Thursday, December 18, 2014

Today -100: December 18, 1914: Of protectorates, imperial swearing, cows, and lions


Britain declares Egypt a protectorate, ending the very nominal suzerainty of the Ottoman Empire.

Votes for Women (London) complains that the number of places from which women are excluded under wartime regulations is growing daily, including public houses during certain hours, the streets of Cardiff (but only for “certain women”), and St. Paul’s Cathedral after 9 p.m.

Germany and France are exchanging interned civilians.

After being told of the losses in Serbia, Austrian Emperor Franz Josef is said to have “swore like a trooper.”

In a lawsuit case of breach of promise of marriage in which the man broke off his engagement when the woman, after consulting a physician and a fortune-teller, told him that she probably wouldn’t have children, NY Supreme Court Justice Benton told the jury that eugenics demands they rule against her, because “Civilization itself demands not only that children be born, but that they may be born to a proper heritage mentally and physically.”  The jury agreed.

Herbert Hoover asks for donations of canned milk to Belgium, all of the country’s cows having been seized by the Germans.

The British military censors plan to close their office for a day and a half for Christmas, so there will be no war news whatsoever.

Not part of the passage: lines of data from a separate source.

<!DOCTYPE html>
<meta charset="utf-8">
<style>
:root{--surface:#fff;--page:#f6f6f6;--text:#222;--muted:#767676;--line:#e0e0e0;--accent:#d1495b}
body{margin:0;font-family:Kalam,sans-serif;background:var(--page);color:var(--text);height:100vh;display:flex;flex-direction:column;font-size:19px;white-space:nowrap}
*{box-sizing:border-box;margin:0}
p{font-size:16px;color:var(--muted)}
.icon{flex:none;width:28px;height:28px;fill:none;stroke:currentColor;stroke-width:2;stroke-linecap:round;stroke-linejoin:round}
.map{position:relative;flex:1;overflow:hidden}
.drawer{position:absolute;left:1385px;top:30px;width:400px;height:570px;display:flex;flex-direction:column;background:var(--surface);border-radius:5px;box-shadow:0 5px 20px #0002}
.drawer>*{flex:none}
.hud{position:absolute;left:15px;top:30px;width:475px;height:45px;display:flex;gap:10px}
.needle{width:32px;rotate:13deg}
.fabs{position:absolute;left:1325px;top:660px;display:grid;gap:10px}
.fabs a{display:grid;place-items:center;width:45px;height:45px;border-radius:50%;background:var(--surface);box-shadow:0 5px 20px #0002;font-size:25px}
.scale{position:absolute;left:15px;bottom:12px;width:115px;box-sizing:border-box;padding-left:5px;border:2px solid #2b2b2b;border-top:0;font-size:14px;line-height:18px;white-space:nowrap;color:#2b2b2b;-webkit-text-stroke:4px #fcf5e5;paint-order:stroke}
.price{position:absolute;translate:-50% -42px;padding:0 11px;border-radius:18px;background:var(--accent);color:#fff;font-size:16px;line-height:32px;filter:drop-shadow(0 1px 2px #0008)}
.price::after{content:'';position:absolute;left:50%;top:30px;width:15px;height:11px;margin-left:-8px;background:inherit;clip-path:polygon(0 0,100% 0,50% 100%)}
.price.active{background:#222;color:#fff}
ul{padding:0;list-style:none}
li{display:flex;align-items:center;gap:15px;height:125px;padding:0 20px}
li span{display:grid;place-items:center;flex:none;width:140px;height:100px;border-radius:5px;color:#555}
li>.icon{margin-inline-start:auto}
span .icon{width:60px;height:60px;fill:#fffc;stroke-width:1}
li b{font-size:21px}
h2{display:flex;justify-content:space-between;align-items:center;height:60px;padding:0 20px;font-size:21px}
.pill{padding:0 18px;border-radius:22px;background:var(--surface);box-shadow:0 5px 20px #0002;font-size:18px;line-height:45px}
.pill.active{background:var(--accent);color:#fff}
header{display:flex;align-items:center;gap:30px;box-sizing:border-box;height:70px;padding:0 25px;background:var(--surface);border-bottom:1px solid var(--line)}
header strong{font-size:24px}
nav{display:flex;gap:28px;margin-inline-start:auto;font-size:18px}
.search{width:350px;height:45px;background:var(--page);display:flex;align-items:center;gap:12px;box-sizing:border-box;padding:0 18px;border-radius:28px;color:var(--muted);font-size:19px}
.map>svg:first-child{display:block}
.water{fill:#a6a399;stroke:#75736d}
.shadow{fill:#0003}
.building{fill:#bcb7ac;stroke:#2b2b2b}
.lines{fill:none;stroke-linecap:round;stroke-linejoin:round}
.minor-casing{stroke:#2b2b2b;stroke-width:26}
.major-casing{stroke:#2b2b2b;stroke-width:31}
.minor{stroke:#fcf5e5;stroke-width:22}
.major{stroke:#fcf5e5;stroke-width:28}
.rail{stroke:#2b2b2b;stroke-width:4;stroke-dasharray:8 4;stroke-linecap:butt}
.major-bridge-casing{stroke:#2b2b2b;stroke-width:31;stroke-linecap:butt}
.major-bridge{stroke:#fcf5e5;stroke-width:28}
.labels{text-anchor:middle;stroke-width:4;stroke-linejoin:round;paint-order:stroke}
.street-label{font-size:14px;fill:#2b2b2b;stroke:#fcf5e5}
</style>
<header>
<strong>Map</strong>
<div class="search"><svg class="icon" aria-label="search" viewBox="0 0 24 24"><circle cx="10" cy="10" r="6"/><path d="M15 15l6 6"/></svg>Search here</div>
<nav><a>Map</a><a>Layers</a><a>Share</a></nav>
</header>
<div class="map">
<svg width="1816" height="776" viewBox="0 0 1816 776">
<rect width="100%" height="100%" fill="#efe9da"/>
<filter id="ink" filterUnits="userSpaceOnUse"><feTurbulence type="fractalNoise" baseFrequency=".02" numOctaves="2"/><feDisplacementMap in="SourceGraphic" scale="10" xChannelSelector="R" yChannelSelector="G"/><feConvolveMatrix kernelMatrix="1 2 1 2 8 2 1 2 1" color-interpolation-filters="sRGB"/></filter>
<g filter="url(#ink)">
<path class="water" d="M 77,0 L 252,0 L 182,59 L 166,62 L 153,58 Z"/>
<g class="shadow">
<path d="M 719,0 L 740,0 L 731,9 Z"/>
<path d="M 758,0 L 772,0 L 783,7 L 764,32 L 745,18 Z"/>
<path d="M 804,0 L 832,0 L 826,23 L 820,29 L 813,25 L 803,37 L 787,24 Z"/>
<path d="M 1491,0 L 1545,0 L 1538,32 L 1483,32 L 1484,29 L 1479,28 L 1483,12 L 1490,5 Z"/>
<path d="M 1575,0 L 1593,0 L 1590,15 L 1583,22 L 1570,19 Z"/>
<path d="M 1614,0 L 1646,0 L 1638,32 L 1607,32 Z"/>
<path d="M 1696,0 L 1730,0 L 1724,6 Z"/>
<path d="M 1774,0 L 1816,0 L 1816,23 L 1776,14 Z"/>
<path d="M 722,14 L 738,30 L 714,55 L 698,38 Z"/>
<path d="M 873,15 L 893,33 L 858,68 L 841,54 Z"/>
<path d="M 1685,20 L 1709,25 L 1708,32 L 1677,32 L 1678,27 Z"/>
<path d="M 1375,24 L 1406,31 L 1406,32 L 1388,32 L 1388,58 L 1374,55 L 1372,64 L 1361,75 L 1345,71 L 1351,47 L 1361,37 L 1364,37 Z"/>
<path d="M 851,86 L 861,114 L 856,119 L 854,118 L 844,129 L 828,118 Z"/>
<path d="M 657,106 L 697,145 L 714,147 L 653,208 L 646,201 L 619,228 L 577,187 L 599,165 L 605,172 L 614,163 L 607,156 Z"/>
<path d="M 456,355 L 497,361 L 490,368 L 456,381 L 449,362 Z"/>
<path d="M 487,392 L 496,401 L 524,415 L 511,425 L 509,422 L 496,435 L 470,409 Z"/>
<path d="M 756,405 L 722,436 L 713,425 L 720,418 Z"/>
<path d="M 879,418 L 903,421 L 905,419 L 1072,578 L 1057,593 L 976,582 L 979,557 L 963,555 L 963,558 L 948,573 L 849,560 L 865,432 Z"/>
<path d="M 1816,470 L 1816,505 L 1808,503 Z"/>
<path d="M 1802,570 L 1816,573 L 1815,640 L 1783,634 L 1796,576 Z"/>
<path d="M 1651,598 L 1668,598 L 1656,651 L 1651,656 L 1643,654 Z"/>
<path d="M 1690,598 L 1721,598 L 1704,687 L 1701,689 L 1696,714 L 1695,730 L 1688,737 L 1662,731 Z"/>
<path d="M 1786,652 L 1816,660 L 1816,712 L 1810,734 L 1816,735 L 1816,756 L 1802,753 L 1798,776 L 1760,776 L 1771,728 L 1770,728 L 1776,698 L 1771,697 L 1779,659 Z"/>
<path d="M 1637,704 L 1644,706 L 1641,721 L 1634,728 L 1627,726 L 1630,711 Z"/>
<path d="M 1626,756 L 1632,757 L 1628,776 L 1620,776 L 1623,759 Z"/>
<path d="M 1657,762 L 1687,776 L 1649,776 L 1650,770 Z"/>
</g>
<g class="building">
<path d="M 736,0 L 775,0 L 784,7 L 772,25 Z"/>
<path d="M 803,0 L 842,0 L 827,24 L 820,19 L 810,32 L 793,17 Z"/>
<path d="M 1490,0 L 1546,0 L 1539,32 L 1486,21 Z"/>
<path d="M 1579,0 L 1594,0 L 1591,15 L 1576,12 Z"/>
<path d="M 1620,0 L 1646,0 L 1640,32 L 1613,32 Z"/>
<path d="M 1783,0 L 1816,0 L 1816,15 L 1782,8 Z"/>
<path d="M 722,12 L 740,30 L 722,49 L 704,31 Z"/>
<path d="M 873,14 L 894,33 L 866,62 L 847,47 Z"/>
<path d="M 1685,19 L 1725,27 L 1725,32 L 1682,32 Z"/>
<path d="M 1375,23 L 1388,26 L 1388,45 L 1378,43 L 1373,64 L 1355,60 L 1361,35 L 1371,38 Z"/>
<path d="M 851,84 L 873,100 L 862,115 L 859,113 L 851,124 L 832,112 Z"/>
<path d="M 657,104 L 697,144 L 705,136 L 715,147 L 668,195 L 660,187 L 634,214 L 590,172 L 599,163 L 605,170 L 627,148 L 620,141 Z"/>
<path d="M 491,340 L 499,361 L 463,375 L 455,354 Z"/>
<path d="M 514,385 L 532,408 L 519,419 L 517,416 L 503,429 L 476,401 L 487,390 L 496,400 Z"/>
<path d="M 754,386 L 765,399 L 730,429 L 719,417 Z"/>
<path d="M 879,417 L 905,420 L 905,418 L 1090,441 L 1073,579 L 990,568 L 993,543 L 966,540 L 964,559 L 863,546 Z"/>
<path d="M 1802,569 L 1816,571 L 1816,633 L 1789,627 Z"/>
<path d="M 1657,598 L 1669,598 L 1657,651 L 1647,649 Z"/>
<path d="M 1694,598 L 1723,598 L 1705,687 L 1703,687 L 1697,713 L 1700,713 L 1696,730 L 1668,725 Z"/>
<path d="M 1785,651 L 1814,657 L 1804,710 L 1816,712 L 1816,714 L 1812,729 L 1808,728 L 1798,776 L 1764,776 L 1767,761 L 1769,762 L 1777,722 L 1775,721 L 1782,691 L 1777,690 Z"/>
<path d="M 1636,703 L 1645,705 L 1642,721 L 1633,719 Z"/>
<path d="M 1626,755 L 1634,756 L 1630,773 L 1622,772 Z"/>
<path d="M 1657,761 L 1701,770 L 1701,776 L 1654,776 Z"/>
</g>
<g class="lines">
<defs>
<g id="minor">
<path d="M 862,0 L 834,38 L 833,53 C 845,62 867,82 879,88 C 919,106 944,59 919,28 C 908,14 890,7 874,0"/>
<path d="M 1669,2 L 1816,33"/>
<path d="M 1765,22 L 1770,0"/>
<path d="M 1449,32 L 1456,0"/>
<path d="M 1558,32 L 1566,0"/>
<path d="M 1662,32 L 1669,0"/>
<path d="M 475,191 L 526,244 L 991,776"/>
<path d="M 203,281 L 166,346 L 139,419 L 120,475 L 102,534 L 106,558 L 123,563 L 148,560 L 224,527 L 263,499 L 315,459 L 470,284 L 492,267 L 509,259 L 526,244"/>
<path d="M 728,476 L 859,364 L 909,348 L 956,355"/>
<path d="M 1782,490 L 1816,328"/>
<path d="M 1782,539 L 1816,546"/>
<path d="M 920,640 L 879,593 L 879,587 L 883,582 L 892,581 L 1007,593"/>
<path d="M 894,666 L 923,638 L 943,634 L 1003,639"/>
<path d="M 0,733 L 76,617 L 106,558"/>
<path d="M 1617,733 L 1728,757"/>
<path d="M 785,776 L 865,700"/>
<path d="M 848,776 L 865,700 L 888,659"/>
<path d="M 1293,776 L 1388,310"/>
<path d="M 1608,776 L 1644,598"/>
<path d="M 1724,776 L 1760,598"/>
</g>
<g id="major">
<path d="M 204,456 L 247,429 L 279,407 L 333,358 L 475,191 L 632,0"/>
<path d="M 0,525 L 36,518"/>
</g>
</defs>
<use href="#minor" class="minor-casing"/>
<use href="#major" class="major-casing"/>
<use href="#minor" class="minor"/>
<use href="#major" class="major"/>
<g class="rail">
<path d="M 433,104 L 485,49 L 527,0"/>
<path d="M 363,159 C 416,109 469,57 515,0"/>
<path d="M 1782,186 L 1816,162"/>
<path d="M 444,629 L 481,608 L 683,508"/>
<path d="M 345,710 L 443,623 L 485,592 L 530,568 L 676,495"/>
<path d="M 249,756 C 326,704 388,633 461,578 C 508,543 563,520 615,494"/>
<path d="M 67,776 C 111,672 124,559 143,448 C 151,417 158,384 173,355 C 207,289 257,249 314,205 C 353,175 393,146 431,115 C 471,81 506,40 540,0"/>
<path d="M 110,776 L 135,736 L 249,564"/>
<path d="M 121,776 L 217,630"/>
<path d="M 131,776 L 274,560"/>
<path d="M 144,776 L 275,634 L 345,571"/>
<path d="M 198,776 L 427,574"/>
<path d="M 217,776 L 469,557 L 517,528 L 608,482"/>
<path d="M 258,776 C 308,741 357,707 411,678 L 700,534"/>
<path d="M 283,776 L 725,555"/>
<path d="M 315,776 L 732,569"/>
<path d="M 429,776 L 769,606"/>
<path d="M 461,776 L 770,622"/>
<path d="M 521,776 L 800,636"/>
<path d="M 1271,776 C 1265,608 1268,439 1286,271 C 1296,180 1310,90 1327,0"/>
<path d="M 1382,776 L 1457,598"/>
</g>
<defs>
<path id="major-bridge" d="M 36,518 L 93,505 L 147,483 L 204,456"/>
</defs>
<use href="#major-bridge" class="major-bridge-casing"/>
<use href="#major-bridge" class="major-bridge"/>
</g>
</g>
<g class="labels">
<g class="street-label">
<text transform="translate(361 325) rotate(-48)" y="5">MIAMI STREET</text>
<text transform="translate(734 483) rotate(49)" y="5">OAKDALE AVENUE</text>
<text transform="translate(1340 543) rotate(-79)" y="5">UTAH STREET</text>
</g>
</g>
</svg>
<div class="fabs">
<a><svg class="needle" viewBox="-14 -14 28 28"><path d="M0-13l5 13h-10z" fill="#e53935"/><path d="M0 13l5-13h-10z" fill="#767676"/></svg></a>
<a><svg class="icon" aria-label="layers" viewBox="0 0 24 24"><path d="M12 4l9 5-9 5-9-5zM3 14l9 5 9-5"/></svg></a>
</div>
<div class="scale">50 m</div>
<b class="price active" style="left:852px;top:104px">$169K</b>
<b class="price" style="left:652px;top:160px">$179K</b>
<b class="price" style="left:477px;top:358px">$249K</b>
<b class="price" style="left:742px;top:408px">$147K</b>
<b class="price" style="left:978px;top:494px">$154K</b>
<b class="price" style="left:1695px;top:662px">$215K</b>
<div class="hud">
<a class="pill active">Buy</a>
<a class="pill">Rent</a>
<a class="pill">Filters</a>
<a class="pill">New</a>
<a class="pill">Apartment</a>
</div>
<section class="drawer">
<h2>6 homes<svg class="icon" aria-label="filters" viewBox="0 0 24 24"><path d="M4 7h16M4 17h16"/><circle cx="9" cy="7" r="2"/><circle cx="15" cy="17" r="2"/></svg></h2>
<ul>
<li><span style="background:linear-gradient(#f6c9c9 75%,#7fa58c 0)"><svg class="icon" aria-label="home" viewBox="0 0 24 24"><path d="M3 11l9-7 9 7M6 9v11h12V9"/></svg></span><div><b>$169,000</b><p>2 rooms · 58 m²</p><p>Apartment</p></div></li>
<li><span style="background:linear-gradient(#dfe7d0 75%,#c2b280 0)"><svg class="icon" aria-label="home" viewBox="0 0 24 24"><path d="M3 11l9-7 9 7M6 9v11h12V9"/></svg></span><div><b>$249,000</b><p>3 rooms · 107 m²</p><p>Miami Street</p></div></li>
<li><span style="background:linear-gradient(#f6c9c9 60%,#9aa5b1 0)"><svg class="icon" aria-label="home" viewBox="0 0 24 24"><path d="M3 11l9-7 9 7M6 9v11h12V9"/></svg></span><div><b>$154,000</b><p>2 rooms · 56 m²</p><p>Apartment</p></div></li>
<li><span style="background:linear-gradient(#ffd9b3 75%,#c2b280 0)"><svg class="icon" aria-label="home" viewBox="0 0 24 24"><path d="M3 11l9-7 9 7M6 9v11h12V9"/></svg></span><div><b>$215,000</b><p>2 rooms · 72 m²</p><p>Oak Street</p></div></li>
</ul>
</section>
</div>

The official British report on yesterday’s German bombardment of coastal towns says that 108 people were killed.  Hartlepool’s gas works were destroyed.

Headline of the Day -100:  “Five Lions Loose in Theatre Throng.”  They escape after performing their “man-eating lion” act at the Eighty-Sixth Street Theatre, while the quartet was playing, because of course you follow lions with a quartet (barbershop quartet, I think).  One, named Alice, Alice the lion, was cornered by police on the fourth floor of a tenement and shot dead.  The others never left the theater – it’s cold outside in New York in December – and were herded back into their cage.